Carton plein en ce dimanche après-midi à l’Opéra de Marseille, pour une production de Madama Butterfly née au même endroit en 2002, reprise en 2007 et qui a depuis tourné dans divers théâtres. Elle n’a pas changé fondamentalement. Les hameçons destinés à capter la bienveillance d’un public prêt à se laisser attendrir sont toujours là, et même multipliés, car l’enfant de l’amour est flanqué de compagnons de jeu probablement nés comme lui d’unions éphémères. La séance de photographie participe de l’intention d’ancrer le drame dans la réalité de l’époque considérée sans dorer la pilule. Ainsi la maisonnette a toujours l’air d’une baraque de bric et de broc, et le « fiorito asil » l’est toujours aussi peu quand Pinkerton le chante. Quant au « rêve » où l’oncle de Cio-Cio San dirige une troupe de spectres menaçants surgis de l’au-delà tels des ancêtres bafoués il ne nous convainc toujours pas de sa nécessité dramatique. Mais, soit que les mouvements de cette « chorégraphie » aient été revus, soit que les lumières aient été elles aussi modifiées, la scène n’a pas suscité de rejet. Ajoutons que la direction d’acteurs est globalement d’une grande fidélité aux didascalies ; presque tous les intervenants s’immergent dans le drame avec une intensité immédiatement perceptible car l’interprétation est étroitement modelée sur les nuances du texte.

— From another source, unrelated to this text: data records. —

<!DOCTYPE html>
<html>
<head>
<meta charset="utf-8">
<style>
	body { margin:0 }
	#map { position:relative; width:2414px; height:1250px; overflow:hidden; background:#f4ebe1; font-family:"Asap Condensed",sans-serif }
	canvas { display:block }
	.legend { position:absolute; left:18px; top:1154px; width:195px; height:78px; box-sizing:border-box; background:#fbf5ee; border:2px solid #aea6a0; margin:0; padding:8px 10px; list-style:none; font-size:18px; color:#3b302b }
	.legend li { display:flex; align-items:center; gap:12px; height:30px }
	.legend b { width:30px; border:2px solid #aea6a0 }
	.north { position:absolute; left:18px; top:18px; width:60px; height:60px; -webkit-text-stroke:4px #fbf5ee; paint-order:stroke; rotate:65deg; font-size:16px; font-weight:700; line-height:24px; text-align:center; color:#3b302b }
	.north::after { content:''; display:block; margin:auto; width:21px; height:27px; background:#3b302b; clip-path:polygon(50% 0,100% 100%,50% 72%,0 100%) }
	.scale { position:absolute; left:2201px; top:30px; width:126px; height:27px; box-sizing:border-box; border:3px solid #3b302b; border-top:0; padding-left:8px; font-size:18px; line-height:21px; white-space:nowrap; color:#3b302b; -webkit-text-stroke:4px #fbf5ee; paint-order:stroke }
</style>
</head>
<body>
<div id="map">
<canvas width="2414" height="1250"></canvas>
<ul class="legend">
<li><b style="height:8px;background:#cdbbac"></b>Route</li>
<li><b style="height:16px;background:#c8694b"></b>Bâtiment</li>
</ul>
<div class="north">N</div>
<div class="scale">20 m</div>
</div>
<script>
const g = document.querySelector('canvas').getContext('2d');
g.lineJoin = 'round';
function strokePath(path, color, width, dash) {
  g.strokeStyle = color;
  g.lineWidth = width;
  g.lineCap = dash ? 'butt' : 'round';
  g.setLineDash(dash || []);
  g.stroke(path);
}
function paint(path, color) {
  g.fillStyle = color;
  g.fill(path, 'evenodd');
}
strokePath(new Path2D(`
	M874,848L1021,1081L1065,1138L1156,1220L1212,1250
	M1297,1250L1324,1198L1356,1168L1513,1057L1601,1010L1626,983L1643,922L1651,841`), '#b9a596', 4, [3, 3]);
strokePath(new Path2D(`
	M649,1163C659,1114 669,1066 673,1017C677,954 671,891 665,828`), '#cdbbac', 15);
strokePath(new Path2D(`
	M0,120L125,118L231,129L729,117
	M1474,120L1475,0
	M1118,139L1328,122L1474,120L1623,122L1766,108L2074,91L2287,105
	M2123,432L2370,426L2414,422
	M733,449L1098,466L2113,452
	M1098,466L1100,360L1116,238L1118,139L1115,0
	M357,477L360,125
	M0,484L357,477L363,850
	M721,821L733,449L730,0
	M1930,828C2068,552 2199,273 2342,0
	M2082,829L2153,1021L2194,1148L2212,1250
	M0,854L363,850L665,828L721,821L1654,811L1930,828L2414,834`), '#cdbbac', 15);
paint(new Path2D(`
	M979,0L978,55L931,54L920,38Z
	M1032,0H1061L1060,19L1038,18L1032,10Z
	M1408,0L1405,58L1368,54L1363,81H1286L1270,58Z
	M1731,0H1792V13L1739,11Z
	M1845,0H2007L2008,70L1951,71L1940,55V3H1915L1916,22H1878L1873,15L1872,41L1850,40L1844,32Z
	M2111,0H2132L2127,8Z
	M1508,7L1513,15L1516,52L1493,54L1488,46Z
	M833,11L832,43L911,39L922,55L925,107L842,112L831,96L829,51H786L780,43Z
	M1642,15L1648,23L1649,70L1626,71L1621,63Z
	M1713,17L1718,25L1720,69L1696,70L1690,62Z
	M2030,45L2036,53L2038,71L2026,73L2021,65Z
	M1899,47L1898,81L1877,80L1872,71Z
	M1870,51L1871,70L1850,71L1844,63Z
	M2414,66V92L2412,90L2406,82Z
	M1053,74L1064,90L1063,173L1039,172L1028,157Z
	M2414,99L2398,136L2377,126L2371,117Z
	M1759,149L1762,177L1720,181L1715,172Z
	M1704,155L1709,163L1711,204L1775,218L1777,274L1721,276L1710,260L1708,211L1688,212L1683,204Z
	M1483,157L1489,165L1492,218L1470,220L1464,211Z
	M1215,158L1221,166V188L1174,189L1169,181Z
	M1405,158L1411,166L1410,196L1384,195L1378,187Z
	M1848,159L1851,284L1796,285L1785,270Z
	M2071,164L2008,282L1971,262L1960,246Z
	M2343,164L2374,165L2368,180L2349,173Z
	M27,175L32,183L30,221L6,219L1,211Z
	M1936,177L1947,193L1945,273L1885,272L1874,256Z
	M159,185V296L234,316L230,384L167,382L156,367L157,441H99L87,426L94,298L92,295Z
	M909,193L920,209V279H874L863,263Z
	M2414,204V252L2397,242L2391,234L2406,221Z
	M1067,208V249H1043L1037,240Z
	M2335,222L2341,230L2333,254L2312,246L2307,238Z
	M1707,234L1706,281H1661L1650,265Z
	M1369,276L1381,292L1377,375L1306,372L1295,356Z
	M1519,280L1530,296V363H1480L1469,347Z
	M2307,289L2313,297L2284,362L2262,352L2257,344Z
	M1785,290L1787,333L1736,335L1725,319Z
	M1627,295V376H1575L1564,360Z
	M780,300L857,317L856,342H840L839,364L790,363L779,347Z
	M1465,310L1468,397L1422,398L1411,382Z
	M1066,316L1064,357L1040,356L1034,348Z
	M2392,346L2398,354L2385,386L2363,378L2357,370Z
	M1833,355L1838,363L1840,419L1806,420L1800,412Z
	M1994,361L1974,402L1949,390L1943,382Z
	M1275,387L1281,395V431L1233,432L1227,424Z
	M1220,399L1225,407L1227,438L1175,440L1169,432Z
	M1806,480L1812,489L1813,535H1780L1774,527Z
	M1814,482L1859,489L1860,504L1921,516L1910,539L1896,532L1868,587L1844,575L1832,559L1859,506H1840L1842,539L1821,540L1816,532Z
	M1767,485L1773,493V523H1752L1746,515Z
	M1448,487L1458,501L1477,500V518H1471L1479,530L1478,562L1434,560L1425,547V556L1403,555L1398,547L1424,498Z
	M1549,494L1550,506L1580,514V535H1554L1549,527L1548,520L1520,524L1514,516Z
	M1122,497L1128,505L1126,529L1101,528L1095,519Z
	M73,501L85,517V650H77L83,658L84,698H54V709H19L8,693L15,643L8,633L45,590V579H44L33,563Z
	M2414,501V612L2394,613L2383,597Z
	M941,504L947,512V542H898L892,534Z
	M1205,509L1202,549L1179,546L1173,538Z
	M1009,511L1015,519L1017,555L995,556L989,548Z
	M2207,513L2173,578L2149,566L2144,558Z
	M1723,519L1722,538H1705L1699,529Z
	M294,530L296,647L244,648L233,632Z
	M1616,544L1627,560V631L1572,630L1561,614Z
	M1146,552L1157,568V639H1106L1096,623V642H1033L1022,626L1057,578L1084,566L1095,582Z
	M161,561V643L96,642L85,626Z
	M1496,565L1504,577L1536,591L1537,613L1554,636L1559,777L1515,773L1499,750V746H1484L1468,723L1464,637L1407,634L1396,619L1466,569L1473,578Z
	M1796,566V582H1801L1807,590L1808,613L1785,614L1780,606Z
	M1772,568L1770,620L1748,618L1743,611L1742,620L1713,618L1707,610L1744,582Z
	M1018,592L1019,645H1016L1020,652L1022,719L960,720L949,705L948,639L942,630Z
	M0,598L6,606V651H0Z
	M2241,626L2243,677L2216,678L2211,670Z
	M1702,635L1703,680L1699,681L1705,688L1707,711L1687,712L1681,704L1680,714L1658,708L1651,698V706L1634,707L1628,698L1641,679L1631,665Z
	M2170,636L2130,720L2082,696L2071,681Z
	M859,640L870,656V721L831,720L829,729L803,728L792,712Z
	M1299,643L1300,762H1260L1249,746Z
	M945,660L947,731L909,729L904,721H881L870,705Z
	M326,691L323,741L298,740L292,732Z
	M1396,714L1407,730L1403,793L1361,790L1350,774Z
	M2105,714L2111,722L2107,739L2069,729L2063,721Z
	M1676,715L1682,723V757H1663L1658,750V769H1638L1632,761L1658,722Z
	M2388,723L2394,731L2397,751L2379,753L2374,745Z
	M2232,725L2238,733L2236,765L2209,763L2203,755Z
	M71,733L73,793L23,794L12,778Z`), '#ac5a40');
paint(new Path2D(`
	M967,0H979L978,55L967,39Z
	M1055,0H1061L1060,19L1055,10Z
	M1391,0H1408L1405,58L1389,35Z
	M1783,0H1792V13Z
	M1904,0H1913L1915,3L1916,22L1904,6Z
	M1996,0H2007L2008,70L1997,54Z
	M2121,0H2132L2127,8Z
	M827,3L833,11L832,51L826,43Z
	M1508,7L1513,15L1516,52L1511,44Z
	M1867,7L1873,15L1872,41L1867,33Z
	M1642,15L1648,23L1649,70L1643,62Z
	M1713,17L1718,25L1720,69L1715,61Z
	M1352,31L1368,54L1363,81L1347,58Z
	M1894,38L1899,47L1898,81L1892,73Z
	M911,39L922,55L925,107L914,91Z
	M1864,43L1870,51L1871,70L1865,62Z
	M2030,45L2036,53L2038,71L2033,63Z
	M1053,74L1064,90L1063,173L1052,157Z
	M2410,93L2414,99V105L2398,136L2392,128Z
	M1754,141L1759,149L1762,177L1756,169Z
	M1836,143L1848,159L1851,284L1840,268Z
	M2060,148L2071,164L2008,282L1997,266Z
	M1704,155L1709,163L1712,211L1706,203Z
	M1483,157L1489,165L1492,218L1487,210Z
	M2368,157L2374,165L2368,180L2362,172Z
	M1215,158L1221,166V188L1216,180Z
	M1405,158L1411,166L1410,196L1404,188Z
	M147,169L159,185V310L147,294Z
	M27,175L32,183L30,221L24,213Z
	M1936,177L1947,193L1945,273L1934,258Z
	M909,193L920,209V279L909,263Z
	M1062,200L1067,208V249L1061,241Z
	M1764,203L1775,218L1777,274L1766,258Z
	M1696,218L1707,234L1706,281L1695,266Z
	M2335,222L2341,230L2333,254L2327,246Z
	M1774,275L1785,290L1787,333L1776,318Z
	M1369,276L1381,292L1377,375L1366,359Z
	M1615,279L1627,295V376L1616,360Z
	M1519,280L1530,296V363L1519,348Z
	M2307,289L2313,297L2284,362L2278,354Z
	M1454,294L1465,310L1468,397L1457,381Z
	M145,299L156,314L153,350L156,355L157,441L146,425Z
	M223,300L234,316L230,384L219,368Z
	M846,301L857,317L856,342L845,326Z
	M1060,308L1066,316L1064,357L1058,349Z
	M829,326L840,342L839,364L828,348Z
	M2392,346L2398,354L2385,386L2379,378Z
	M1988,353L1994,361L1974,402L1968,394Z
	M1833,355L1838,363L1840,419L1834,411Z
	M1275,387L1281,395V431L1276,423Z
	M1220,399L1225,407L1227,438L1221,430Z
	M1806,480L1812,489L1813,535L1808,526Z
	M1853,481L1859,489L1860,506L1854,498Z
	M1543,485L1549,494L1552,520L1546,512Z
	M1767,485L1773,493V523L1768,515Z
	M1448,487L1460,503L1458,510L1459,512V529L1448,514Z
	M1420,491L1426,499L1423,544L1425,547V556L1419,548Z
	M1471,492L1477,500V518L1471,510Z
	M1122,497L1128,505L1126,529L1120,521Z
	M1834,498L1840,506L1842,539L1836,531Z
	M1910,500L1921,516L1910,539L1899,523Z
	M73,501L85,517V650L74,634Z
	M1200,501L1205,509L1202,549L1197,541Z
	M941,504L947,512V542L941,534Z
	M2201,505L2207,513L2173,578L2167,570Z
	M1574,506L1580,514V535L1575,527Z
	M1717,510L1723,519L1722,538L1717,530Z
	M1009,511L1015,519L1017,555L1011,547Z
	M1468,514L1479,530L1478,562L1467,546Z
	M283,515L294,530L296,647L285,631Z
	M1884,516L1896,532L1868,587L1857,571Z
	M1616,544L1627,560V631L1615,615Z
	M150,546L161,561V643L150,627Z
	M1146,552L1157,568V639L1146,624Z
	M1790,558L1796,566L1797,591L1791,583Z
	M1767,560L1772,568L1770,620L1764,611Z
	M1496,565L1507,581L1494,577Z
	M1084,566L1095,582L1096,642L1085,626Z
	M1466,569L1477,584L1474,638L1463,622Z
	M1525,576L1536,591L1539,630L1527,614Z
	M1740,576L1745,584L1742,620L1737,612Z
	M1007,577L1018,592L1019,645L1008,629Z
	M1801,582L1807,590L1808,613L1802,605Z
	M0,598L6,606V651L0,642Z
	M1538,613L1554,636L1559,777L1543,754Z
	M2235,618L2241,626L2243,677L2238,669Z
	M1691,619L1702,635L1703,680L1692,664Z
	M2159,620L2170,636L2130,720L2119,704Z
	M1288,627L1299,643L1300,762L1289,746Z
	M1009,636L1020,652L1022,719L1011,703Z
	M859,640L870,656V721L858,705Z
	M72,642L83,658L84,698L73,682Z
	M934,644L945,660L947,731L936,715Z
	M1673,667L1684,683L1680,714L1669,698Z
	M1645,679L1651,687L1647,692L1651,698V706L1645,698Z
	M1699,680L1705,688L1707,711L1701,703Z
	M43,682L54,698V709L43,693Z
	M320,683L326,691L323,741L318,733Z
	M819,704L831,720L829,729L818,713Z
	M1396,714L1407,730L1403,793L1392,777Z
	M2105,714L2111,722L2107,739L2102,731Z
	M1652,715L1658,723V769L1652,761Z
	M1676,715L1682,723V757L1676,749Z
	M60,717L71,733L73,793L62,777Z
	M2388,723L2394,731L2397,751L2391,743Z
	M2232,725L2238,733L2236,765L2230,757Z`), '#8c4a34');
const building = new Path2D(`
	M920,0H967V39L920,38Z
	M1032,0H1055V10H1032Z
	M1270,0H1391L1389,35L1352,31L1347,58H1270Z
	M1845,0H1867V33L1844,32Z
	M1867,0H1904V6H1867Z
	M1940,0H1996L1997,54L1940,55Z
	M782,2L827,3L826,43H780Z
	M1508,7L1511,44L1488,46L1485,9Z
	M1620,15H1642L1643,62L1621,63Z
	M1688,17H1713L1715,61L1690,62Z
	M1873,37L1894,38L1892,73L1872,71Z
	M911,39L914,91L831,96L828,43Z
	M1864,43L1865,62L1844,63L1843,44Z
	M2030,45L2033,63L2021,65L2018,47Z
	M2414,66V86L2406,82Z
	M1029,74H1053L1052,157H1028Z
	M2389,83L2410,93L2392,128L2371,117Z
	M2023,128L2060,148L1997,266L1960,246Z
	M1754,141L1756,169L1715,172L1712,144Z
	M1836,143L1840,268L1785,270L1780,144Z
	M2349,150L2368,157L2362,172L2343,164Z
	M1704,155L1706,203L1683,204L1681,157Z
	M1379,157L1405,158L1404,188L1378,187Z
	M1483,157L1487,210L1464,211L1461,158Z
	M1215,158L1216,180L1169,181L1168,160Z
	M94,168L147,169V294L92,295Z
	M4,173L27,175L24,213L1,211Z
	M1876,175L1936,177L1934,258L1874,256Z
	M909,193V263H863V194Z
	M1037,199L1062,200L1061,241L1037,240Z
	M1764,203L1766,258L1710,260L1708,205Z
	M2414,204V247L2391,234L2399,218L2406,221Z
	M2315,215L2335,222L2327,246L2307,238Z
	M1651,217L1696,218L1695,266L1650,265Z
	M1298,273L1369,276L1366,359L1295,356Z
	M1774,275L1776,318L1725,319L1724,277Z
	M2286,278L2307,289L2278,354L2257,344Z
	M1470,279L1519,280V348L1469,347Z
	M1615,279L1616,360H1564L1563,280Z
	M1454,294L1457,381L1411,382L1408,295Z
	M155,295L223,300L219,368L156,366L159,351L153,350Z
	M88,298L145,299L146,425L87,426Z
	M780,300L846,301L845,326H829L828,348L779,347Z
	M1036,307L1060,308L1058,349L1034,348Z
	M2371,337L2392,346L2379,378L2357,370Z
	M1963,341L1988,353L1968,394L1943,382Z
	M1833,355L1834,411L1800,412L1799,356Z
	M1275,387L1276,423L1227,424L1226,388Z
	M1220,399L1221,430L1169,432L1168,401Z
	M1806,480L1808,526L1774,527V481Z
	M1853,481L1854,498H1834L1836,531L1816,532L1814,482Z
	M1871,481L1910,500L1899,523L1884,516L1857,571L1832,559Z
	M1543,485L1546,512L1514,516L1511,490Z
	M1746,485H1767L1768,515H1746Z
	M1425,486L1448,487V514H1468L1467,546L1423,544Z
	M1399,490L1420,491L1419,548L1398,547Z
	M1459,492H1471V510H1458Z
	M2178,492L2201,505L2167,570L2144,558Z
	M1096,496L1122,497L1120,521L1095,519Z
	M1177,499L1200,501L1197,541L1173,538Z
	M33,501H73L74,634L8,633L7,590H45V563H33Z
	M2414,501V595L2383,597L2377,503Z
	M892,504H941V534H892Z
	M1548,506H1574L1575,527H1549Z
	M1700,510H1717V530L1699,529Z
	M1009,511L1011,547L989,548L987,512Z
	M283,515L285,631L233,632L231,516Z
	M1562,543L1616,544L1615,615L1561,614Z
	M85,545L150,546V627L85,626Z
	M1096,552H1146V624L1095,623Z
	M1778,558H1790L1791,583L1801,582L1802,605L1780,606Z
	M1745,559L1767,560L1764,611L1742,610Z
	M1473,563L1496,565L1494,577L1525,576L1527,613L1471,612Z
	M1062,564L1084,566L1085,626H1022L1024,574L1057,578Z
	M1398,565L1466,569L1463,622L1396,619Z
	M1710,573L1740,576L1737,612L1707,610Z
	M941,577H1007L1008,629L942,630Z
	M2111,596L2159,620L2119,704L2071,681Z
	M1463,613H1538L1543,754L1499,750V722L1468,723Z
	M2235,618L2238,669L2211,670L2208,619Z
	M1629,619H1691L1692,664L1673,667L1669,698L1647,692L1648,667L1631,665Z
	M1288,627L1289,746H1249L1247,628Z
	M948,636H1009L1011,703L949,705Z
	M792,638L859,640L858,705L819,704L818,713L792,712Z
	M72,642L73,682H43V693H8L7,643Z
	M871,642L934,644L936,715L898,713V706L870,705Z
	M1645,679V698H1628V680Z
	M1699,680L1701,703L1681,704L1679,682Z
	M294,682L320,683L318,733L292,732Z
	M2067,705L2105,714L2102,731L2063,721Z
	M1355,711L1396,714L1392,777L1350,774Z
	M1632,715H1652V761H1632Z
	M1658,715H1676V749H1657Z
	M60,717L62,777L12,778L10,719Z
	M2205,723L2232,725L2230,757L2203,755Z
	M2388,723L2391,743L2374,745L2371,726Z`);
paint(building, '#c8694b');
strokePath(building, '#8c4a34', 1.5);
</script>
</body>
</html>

Seul problème, l’opéra, ce n’est pas que du théâtre, et dans le premier acte le rôle-titre semble à la peine. Svetla Vassileva est dotée d’un physique avenant, gracieux et juvénile, et elle semble à son aise sur les planches. C’est la voix qui pose problème, tant le chant est dépourvu de la souplesse du ramage de Butterfly, Fatigue passagère que la chanteuse cherche à compenser en forçant ? Il est vrai que la vaillance de Teodor Ilincai, au registre aigu très sûr, exprime sans réserve la santé d’un corps robuste, la relative rareté des nuances découlant de la nature frustre d’un jeune homme étranger aux délicatesses du sentiment. La solidité et la gravité des accents de Sharpless sont bien celles de l’homme responsable en qui la fonction n’a pas étouffé la sensibilité, et Paulo Szot les fait entendre et voir magistralement. S’il est des Suzuki aux graves plus spectaculaires, celle de Cornelia Oncioiu conquiert par une musicalité exempte d’effets grossissants qui donne au personnage de la suivante un charme et une dignité rares. Ce dosage équilibré entre effronterie et servilité, Rodolphe Briand en Goro le réalise avec une maestria légère qui rendrait presque sympathique cet ignoble commerçant. Somme toute, les qualités des uns compensent les limites de l’autre.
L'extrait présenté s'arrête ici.